NOW, THEREFORE, the Company and Indemnitee hereby agree as follows:
1. Indemnification.
---------------
(a) Third-Party Proceedings. The Company shall indemnify
-----------------------
Indemnitee if Indemnitee is or was a party or is threatened to be made a party
to any threatened, pending or completed action or proceeding, whether civil,
criminal, administrative or investigative (other than an action by or in the
right of the Company) by reason of:
(i) the fact that Indemnitee is or was a director, officer,
employee or agent of the Company, or any subsidiary of the Company,
(ii) any action or inaction on the part of Indemnitee while an
officer or director of the Company or,
(iii) the fact that Indemnitee is or was serving at the request of
the Company as a director, officer, employee or agent of another corporation,
partnership, joint venture, trust or other enterprise,
against expenses (including legal fees), judgments, fines and amounts
paid in settlement (if such settlement is approved in advance by the Company,
which approval shall not be unreasonably withheld) actually and reasonably
incurred by Indemnitee in connection with such action or proceeding if
Indemnitee acted honestly and in good faith and with a view to the best
interests of the Company, and, with respect to any criminal or administrative
action or proceeding that is enforced by monetary penalty, if Indemnitee had
reasonable grounds for believing Indemnitee's conduct was lawful. The
termination of any action or proceeding by judgment, order, settlement,
conviction, or upon a plea of nolo contendere or its equivalent, shall not, of
---------------
itself, create a presumption that (A) Indemnitee did not act honestly, in good
faith and with a view to the best interests of the Company, or (B) with respect
to any criminal or administrative action or proceeding that is enforced by
monetary penalty, Indemnitee did not have reasonable grounds for believing that
Indemnitee's conduct was lawful.
(b) Proceedings By or in the Right of the Company. The Company shall
---------------------------------------------
indemnify Indemnitee if Indemnitee was or is a party or is threatened to be made
a party to any threatened, pending or completed action or proceeding by or in
the right of the Company or any subsidiary of the Company to procure a judgment
in its favor by reason of:
(i) the fact that Indemnitee is or was a director, officer, employee
or agent of the Company, or any subsidiary of the Company,
(ii) any action or inaction on the part of Indemnitee while an
officer or director of the Company or
(iii) the fact that Indemnitee is or was serving at the request of
the Company as a director, officer, employee or agent of another corporation,
partnership, joint venture, trust or other enterprise,
against expenses (including legal fees) and, to the fullest extent
permitted by law, amounts paid in settlement, in each case to the extent
actually and reasonably incurred by Indemnitee in connection with the defence or
settlement of such action or proceeding if Indemnitee acted honestly and in good
faith and with a view to the best interests of the Company, and, with respect to
any criminal or administrative action or proceeding that is enforced by monetary
penalty, had reasonable grounds for believing Indemnitee's conduct was lawful,
and such indemnification is approved by a court of competent jurisdiction in
accordance with applicable law.
(c) Tax Gross-Up. If Indemnitee is required by law to pay any tax on
------------
account of receipt of any amount under this Agreement, the Company shall
increase the amount payable to Indemnitee such that the amount received by
Indemnitee, after deduction of all applicable taxes, is equal to the amount that
Indemnitee would have received under this Agreement had such tax not been
payable, provided that Indemnitee takes all reasonable steps to minimize the
amount of such tax
-2-
and provides the Company with evidence satisfactory to the Company, acting
reasonably, that such steps have been taken.

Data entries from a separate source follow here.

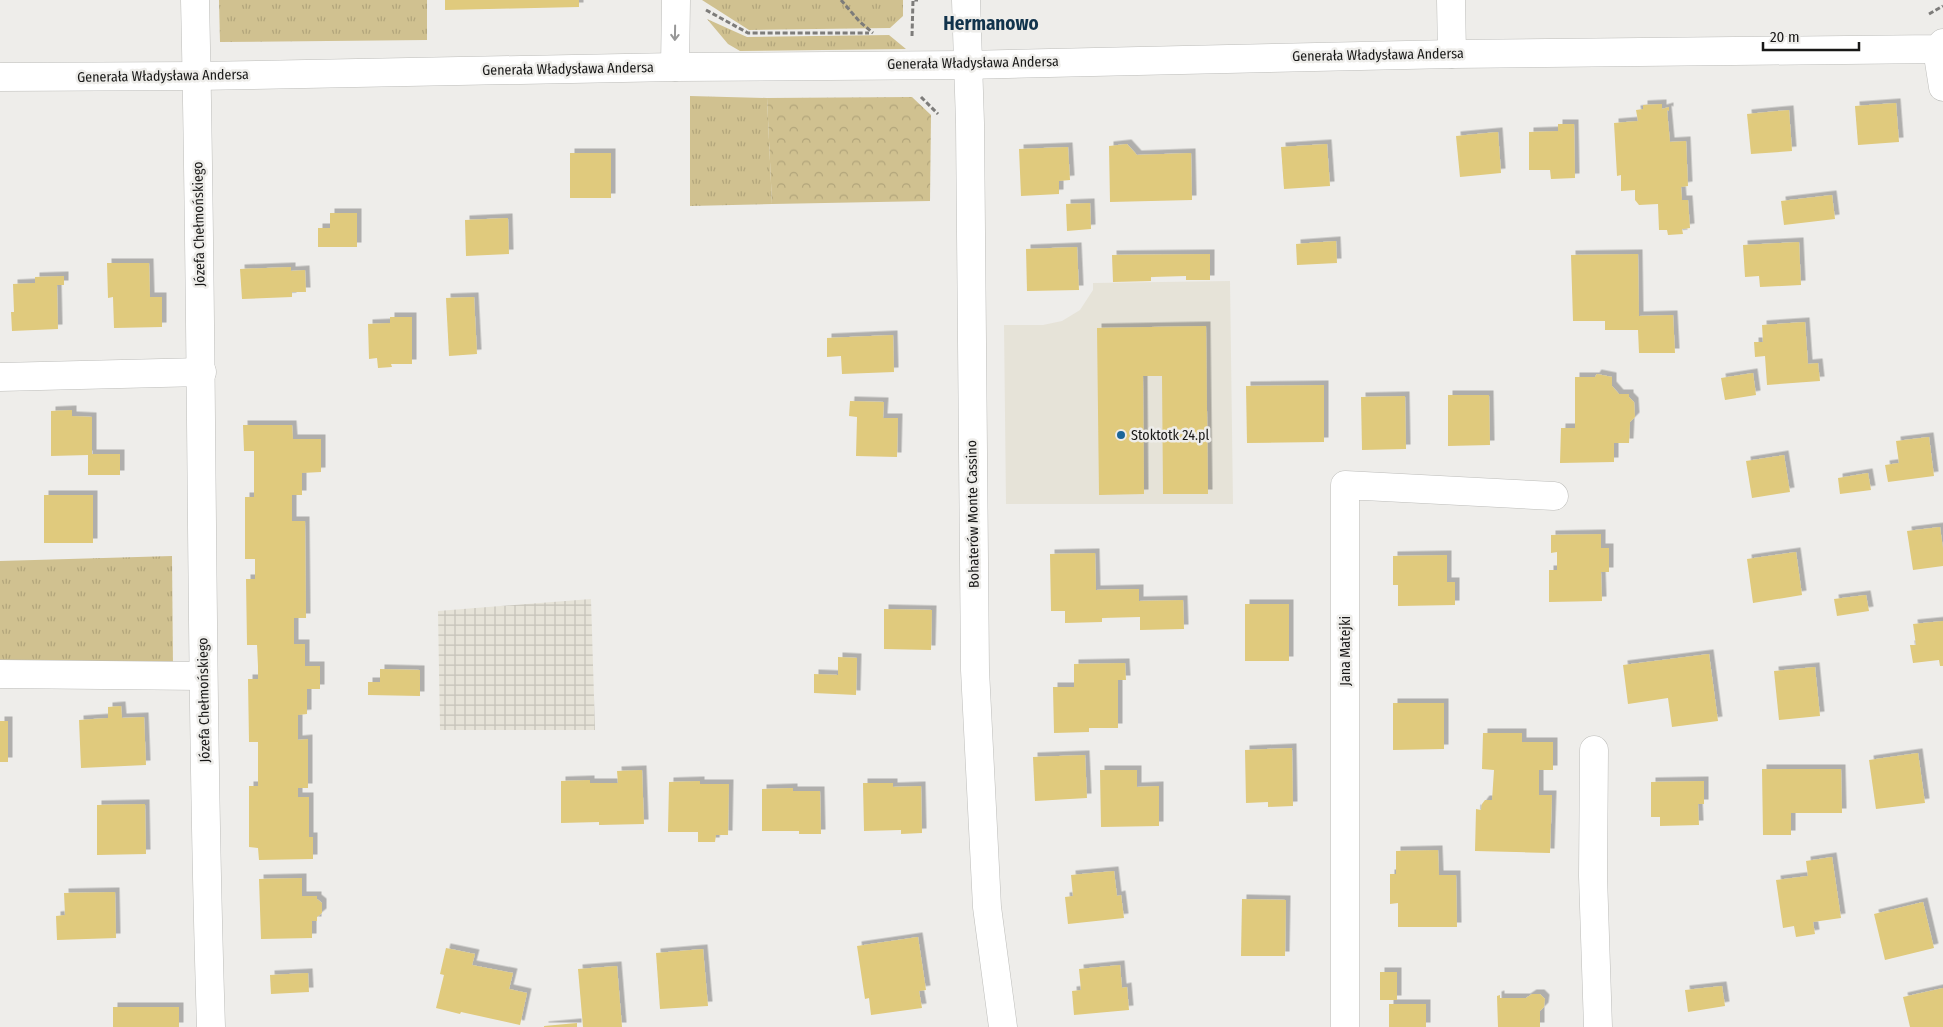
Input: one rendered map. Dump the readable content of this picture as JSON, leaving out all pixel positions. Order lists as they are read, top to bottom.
{
  "streets": {
    "street": [
      "Generała Władysława Andersa",
      "Józefa Chełmońskiego",
      "Bohaterów Monte Cassino",
      "Jana Matejki"
    ]
  },
  "crossings": [
    ["Generała Władysława Andersa", "Józefa Chełmońskiego"],
    ["Generała Władysława Andersa", "Bohaterów Monte Cassino"]
  ],
  "districts": ["Hermanowo"],
  "places": ["Stoktotk 24.pl"],
  "scale_bar": "20 m"
}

2. Expenses; Indemnification Procedure.
-----------------------------------
(a) Advancement of Expenses. The Company shall advance all expenses
-----------------------
incurred by Indemnitee in connection with the investigation, defence, settlement
or appeal of any civil or criminal action or proceeding referenced in Section
1(a) or (b) hereof (but not amounts actually paid in settlement of any such
action or proceeding). Indemnitee hereby undertakes to repay such amounts
advanced only if, and to the extent that, it shall ultimately be determined that
Indemnitee is not entitled to be indemnified by the Company as authorized
hereby. The advances to be made hereunder shall be paid by the Company to
Indemnitee within 20 days following delivery of a written request therefor by
Indemnitee to the Company.
(b) Notice/Cooperation by Indemnitee. Indemnitee shall, as a
--------------------------------
condition precedent to his right to be indemnified under this Agreement, give
the Company notice in writing as soon as practicable of any claim made against
Indemnitee for which indemnification will or could be sought under this
Agreement. Notice to the Company shall be directed to the Chief Executive
Officer of the Company at the address shown on the signature page of this
Agreement (or such other address as the Company shall designate in writing to
Indemnitee). Notice shall be deemed received 3 business days after the date
postmarked if sent by registered mail, properly addressed; otherwise notice
shall be deemed received when such notice shall actually be received by the
Company. In addition, Indemnitee shall give the Company such information and
cooperation as it may reasonably require and as shall be within Indemnitee's
power.
(c) Procedure. Any indemnification provided for in Section 1 shall be
---------
made no later than 45 days after receipt of the written request of Indemnitee.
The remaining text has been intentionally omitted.